The problem ->
Scan the entries below. Report each line where the string "legend" occurs.

** Given records follows **

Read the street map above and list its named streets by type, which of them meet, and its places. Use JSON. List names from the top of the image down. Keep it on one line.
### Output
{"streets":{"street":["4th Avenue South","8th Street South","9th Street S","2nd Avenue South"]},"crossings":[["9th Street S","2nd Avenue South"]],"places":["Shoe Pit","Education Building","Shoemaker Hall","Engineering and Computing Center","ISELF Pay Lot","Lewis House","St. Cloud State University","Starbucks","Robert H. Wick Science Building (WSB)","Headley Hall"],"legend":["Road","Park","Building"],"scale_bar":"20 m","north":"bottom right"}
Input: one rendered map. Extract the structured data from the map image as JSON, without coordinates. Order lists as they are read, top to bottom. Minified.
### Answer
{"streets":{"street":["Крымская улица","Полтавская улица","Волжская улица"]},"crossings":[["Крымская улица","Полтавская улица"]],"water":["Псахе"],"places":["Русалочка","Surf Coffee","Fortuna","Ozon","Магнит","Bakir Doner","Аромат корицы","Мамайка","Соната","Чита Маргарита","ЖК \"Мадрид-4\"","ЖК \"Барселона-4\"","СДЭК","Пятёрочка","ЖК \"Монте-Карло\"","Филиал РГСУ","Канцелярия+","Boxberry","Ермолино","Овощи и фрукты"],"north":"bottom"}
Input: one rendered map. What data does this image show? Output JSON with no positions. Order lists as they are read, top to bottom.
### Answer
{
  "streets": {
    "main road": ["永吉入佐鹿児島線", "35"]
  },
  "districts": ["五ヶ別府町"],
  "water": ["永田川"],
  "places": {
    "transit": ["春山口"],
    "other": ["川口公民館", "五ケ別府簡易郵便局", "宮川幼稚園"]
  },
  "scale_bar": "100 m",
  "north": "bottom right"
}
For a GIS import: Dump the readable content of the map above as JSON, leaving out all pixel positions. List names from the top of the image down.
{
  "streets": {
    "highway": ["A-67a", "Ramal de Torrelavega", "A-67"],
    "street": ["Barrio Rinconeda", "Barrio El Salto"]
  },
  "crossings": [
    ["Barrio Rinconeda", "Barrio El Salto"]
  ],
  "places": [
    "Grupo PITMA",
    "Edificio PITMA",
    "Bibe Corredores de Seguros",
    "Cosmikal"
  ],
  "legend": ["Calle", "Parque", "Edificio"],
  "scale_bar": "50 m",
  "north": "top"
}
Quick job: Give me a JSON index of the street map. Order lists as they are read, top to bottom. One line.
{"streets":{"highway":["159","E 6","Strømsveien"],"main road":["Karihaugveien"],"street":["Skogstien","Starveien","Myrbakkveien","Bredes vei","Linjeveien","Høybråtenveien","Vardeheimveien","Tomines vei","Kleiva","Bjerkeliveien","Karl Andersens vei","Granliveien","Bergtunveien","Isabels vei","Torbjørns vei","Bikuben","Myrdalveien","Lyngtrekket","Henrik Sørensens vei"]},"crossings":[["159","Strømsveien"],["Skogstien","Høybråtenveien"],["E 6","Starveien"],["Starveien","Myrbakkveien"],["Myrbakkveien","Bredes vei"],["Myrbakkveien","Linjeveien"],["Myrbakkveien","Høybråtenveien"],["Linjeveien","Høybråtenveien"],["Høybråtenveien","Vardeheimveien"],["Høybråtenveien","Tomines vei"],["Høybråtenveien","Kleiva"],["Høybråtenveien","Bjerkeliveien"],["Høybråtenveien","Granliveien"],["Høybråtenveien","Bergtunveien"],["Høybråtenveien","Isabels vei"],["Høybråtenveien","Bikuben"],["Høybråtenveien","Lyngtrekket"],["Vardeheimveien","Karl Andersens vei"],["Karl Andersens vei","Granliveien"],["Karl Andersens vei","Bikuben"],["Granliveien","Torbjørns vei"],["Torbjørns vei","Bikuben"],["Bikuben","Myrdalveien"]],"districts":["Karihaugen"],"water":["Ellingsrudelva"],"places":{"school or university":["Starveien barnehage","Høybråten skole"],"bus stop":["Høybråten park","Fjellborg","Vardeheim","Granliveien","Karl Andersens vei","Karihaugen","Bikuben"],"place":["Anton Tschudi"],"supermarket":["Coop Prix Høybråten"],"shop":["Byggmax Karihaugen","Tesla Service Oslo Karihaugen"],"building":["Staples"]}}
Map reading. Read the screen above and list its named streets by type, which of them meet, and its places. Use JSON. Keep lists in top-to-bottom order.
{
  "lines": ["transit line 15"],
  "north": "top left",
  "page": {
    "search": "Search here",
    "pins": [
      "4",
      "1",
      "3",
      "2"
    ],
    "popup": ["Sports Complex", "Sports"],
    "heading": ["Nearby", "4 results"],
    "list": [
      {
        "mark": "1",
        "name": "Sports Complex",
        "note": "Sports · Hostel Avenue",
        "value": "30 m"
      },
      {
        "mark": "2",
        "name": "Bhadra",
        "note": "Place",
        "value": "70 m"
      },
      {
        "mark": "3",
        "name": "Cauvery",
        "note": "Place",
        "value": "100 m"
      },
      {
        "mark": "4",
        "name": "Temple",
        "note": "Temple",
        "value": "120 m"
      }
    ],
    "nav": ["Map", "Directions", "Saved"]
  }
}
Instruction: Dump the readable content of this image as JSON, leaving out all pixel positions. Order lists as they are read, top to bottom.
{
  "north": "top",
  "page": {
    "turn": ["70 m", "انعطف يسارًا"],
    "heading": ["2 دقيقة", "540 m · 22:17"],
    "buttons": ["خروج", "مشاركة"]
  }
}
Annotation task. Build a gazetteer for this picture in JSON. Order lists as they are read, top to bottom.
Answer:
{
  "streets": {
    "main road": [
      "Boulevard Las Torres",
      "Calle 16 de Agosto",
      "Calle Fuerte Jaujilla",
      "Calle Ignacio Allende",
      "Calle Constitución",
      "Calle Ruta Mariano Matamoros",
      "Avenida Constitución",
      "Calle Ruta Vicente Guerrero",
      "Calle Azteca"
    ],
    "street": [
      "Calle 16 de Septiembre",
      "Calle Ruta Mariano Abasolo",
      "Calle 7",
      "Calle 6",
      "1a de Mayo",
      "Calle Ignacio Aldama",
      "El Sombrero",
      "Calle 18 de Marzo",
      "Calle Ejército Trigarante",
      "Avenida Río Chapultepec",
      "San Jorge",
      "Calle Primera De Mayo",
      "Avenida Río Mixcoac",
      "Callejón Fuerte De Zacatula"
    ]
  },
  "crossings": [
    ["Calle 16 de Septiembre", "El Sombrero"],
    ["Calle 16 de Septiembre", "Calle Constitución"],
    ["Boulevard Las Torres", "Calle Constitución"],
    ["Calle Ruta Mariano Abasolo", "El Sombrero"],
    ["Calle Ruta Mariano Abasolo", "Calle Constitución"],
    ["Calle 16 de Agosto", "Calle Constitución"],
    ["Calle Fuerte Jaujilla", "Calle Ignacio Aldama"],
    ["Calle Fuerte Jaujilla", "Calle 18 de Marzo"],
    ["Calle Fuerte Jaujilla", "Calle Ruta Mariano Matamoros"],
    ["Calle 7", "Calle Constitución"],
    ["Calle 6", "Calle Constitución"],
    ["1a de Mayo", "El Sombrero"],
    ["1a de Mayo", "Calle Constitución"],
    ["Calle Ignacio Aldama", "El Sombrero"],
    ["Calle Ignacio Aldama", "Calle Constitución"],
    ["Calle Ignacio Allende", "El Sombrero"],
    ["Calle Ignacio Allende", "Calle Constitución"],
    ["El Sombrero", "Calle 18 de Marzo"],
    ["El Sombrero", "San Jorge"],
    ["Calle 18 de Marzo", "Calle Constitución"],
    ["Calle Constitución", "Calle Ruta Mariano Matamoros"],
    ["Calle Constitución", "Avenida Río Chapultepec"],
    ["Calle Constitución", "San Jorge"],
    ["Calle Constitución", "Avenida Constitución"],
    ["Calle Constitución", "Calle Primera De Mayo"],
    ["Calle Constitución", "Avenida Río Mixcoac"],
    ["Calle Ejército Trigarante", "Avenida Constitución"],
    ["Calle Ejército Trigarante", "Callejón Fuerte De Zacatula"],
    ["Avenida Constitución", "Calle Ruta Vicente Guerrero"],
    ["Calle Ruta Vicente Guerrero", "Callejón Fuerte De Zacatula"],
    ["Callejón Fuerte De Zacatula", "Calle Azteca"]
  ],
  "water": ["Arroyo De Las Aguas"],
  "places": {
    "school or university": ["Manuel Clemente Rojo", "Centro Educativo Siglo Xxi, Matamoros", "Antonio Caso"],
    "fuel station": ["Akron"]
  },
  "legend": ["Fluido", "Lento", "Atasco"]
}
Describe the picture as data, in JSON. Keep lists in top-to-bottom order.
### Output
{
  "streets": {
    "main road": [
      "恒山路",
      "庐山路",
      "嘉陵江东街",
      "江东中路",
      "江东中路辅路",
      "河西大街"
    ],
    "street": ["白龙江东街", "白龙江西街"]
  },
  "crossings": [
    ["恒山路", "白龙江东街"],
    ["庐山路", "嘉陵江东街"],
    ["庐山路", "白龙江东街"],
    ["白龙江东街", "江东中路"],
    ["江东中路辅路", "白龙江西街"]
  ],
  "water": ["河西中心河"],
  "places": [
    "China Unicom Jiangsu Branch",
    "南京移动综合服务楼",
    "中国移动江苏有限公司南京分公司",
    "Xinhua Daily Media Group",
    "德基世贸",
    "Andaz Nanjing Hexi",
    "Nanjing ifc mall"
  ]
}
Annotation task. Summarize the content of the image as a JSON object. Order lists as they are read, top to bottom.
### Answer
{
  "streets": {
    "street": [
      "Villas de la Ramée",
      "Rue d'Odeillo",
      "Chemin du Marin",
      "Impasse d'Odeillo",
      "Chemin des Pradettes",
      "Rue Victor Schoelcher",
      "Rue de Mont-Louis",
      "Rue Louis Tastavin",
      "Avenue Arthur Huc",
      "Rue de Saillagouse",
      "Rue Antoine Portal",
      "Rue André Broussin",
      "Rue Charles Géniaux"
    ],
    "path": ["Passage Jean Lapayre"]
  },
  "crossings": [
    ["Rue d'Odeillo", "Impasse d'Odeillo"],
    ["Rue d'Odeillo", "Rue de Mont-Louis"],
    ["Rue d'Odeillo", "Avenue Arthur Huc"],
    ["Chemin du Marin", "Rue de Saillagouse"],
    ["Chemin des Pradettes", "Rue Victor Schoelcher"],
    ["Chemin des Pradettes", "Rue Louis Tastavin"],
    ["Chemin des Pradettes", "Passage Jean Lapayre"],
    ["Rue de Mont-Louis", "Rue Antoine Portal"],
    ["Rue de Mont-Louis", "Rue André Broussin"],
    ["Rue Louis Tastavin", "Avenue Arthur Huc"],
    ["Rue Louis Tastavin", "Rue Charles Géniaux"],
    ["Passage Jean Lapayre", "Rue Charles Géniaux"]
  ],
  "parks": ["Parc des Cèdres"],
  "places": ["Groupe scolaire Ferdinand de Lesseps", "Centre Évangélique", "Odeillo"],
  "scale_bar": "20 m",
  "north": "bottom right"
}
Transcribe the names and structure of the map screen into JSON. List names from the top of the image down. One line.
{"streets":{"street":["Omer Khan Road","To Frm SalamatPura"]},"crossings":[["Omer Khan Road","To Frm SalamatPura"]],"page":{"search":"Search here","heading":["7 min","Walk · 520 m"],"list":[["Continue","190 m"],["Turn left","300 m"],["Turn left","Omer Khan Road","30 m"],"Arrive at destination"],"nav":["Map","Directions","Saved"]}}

** End of Given records **

Response to this exercise ->
{"streets":{"street":["4th Avenue South","8th Street South","9th Street S","2nd Avenue South"]},"crossings":[["9th Street S","2nd Avenue South"]],"places":["Shoe Pit","Education Building","Shoemaker Hall","Engineering and Computing Center","ISELF Pay Lot","Lewis House","St. Cloud State University","Starbucks","Robert H. Wick Science Building (WSB)","Headley Hall"],"legend":["Road","Park","Building"],"scale_bar":"20 m","north":"bottom right"}
  "legend": ["Calle", "Parque", "Edificio"],
  "legend": ["Fluido", "Lento", "Atasco"]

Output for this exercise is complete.